→ DESCRIPTION OF THE TASK
Where a line holds the word "import", copy that line from the data below.

********************

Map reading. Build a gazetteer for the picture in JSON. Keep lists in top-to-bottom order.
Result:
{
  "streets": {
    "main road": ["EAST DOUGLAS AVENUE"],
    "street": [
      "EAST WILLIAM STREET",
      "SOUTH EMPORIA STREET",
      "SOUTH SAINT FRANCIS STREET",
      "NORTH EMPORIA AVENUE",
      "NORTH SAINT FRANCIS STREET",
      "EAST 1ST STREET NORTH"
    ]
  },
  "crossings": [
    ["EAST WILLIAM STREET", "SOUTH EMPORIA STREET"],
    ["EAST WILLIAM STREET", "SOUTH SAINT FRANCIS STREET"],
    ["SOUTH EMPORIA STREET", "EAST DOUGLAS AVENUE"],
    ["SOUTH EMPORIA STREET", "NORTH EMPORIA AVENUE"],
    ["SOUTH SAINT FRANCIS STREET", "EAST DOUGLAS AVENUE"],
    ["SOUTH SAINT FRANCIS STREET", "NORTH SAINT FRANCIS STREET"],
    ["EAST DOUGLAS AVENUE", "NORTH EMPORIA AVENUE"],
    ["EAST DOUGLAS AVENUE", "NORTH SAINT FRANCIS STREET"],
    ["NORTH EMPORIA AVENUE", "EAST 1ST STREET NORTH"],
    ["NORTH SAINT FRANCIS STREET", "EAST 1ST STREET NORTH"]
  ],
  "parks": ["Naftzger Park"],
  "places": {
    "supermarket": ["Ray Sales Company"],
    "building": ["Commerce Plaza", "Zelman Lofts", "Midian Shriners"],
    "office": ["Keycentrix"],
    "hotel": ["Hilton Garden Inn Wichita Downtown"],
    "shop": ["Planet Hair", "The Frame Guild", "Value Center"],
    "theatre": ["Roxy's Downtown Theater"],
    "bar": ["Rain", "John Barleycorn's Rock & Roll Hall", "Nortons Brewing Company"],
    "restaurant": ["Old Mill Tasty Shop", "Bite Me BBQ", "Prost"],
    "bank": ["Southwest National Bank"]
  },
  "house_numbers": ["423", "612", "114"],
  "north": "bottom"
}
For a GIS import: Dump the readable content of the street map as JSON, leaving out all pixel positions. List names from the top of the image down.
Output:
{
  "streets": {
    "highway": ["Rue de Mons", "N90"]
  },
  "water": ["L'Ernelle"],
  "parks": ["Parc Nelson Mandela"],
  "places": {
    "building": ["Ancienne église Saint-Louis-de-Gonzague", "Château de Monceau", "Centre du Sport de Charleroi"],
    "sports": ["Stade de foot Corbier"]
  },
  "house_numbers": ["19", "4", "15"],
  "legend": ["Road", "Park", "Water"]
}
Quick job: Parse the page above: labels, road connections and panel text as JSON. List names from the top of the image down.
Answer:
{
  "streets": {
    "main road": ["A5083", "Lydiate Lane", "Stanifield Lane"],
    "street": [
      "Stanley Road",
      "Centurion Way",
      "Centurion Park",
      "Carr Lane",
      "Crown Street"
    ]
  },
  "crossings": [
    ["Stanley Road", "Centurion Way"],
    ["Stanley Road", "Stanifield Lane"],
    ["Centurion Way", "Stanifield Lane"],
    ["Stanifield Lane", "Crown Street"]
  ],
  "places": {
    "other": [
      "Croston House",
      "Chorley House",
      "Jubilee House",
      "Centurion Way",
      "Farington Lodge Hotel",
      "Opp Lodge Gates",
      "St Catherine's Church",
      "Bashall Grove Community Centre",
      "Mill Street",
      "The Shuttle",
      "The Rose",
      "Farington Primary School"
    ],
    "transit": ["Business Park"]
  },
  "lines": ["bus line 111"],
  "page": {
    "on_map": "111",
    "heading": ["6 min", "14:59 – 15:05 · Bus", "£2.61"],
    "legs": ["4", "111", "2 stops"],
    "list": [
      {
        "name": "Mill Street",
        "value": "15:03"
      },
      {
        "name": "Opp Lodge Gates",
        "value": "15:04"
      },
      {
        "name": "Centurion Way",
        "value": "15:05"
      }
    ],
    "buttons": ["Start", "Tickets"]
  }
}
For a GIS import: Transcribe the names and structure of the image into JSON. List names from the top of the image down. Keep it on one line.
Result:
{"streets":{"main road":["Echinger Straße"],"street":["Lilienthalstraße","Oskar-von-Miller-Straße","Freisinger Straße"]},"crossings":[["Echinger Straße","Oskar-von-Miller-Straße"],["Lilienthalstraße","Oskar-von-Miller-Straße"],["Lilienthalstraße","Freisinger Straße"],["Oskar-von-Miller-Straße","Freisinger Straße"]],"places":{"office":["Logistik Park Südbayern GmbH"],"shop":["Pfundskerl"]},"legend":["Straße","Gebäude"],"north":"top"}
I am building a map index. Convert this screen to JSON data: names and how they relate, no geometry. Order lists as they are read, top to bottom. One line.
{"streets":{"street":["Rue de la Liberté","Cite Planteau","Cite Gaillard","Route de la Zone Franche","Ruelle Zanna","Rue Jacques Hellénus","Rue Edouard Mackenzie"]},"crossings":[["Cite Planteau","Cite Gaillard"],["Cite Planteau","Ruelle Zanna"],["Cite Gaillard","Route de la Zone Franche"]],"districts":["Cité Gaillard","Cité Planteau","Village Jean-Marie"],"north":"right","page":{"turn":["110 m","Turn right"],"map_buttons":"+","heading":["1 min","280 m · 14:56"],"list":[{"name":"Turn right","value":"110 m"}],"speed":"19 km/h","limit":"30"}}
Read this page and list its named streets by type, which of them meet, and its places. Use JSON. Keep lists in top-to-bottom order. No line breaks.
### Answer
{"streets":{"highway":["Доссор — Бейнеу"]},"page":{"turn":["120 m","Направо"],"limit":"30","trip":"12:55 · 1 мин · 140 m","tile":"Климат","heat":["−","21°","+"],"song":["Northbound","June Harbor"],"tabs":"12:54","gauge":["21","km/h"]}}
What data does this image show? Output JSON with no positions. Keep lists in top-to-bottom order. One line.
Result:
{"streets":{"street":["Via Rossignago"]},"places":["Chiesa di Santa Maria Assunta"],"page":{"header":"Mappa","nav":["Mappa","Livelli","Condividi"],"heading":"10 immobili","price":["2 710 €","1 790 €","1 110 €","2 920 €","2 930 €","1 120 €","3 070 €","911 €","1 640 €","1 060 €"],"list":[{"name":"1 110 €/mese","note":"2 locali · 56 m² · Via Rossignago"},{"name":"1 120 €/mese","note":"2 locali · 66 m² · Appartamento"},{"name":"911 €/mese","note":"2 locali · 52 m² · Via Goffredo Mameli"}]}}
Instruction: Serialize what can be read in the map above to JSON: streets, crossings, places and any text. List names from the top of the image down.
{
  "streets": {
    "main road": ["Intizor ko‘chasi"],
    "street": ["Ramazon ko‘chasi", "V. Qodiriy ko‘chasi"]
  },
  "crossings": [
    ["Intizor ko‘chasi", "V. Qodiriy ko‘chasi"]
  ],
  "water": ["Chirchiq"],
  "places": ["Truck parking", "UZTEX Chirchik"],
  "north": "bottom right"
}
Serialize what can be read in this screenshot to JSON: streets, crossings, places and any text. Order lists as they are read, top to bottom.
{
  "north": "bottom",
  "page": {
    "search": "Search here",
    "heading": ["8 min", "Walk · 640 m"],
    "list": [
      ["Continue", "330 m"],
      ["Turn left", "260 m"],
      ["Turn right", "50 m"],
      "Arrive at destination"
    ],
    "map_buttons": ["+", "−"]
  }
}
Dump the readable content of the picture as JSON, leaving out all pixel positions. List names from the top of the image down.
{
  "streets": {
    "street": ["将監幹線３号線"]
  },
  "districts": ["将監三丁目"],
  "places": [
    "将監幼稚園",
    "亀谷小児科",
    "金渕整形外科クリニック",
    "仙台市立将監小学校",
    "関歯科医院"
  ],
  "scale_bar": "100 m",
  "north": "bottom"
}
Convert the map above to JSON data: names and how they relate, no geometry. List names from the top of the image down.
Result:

********************

→ REPLY TO THE EXERCISE
For a GIS import: Dump the readable content of the street map as JSON, leaving out all pixel positions. List names from the top of the image down.
For a GIS import: Transcribe the names and structure of the image into JSON. List names from the top of the image down. Keep it on one line.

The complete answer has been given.